= Beginning of Section =

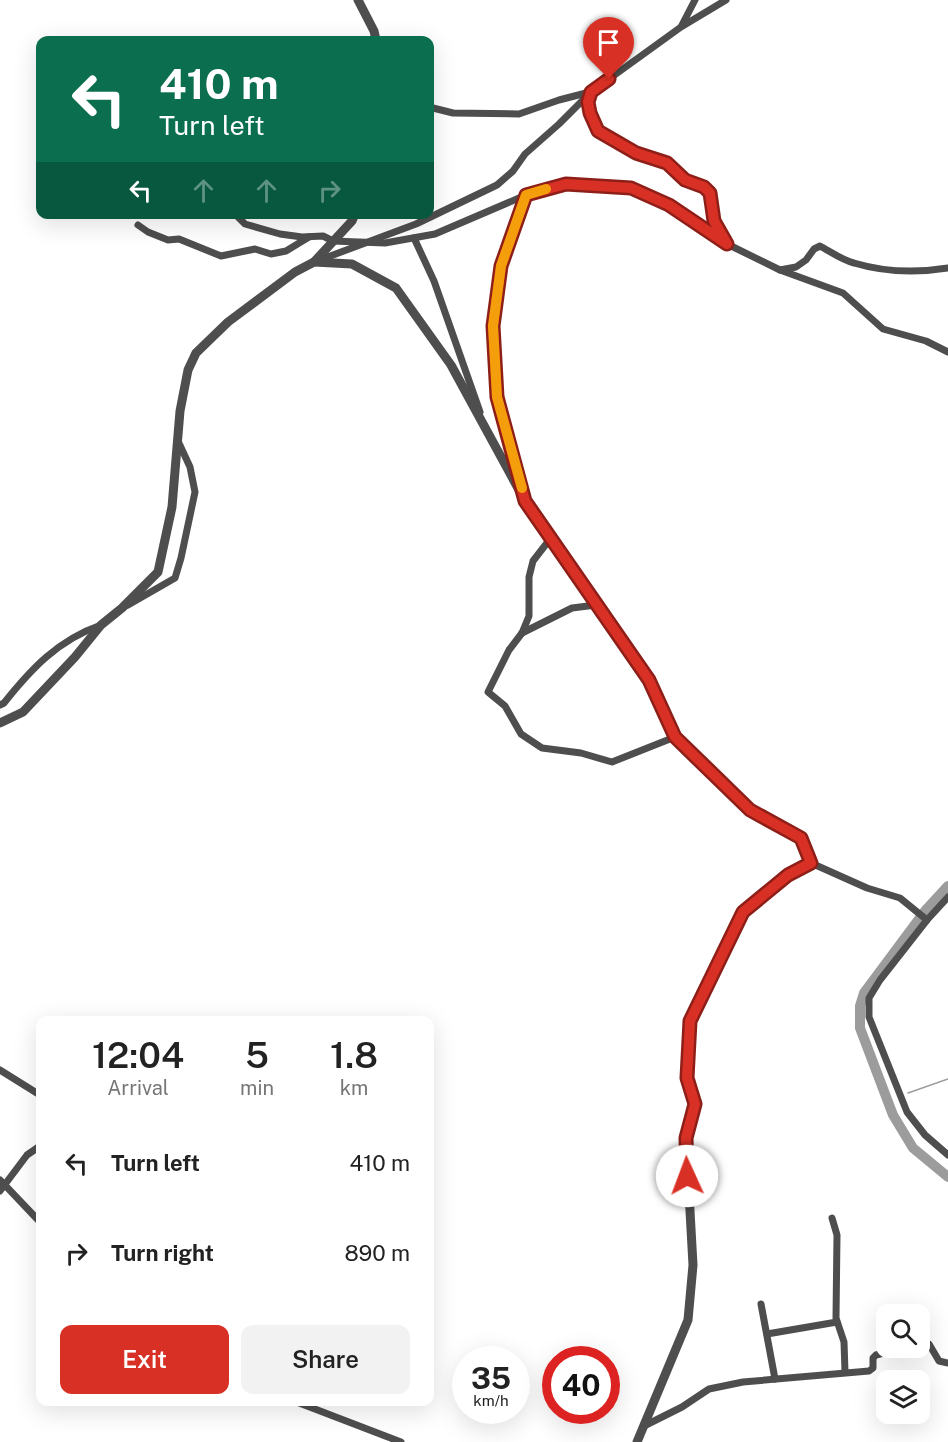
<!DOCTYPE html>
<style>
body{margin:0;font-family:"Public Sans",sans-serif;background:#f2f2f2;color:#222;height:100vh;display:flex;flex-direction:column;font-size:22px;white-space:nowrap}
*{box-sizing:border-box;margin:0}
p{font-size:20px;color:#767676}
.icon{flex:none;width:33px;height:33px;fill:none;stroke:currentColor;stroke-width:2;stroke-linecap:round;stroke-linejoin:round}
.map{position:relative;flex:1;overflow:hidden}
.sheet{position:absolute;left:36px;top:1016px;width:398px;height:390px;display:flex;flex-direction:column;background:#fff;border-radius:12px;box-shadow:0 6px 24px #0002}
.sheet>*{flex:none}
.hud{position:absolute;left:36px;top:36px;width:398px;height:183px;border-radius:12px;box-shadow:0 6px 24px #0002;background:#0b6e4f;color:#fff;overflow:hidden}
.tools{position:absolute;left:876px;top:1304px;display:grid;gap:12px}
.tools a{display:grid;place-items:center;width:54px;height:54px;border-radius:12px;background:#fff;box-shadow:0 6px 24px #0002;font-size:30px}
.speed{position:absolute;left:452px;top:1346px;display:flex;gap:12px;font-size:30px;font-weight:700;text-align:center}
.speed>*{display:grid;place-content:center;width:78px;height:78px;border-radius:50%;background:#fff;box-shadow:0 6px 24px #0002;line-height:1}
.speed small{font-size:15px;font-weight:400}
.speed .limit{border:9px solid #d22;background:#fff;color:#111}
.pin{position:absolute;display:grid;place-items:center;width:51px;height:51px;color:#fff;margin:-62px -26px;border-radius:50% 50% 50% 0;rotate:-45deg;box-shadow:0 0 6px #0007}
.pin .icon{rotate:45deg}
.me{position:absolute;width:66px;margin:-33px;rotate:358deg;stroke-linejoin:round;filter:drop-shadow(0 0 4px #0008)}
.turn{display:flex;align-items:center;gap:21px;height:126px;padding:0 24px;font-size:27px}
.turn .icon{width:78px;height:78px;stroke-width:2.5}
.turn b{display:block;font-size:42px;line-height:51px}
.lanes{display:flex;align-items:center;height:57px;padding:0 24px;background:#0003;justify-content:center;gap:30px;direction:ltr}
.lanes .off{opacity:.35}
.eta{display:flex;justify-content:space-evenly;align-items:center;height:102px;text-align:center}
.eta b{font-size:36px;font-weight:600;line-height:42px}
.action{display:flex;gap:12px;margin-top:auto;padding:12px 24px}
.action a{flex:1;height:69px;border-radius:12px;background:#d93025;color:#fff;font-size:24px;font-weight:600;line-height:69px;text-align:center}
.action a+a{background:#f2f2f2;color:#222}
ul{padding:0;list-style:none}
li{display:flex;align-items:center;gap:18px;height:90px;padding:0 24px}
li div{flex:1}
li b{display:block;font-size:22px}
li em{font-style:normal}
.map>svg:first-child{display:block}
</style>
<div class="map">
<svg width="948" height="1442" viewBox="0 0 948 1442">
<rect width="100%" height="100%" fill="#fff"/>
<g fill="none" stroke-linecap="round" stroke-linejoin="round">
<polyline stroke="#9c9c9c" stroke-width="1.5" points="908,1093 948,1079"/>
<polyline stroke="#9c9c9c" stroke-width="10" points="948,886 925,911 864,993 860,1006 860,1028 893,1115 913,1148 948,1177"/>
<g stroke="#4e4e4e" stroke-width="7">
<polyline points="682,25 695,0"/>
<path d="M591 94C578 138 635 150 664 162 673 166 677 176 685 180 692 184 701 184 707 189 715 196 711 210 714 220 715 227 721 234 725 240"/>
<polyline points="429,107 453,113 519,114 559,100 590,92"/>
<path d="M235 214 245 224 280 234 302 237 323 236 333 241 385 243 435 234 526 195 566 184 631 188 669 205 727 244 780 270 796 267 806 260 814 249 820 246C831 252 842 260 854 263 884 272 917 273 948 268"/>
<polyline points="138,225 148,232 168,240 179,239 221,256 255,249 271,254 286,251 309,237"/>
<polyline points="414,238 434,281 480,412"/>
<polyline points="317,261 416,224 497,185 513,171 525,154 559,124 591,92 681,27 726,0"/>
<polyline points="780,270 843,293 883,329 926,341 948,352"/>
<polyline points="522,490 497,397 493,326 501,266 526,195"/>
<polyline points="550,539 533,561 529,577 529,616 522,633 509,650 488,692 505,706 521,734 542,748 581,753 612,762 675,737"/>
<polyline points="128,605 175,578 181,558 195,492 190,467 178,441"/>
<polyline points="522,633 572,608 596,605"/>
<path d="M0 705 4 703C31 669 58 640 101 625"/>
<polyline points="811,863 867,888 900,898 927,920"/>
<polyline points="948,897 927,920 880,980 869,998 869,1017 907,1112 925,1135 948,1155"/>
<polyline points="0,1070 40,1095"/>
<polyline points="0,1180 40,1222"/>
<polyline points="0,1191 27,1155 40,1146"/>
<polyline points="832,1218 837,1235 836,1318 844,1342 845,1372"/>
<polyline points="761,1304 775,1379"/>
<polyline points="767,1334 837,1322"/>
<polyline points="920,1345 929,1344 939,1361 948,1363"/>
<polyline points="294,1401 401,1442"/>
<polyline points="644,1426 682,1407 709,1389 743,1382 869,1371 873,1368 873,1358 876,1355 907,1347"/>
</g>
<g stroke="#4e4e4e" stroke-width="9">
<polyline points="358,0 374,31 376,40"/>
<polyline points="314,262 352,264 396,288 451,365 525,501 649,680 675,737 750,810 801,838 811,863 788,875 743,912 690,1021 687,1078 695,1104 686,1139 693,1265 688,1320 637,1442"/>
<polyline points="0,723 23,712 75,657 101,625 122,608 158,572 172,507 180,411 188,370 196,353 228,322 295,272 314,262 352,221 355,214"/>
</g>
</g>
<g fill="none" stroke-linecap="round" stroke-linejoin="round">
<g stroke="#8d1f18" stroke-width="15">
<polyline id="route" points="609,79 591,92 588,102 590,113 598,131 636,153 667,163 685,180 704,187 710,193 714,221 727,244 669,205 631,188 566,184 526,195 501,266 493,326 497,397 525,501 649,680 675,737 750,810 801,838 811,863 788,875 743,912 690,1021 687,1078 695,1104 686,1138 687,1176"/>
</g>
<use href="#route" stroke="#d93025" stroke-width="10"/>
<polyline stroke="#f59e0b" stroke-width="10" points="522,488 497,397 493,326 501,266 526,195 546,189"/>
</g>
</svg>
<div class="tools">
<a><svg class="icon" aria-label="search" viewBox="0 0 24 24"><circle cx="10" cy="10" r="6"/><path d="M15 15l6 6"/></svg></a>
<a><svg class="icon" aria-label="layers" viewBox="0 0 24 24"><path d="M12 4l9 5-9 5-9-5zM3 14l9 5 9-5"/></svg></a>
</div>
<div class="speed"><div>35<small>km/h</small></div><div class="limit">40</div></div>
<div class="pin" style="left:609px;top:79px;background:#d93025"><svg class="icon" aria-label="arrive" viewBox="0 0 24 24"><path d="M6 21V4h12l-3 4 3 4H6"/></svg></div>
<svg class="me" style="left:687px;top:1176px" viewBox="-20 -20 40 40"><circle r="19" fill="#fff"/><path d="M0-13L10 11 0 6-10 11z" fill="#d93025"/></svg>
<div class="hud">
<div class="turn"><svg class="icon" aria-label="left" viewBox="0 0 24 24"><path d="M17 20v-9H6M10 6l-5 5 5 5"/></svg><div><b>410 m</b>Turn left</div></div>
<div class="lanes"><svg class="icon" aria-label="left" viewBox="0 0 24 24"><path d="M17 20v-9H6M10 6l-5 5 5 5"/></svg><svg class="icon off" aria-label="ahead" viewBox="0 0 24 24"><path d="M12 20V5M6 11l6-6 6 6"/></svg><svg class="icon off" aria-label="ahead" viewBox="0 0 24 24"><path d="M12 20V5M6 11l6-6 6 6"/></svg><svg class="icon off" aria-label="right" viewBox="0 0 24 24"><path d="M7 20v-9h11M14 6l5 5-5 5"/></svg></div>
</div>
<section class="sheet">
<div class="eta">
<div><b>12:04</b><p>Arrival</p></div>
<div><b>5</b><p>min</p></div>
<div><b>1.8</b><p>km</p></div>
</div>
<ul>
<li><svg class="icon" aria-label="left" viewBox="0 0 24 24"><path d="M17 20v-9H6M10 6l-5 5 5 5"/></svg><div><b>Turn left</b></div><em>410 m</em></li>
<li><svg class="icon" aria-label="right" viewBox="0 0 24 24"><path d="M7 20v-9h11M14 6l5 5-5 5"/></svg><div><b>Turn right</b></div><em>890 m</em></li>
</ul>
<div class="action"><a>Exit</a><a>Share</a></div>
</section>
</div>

= End of Section =

### PROBLEM REQUIREMENTS
Tell how many lines in the material contain the string "justify". Nothing but the number is needed.

### EXERCISE OUTPUT
2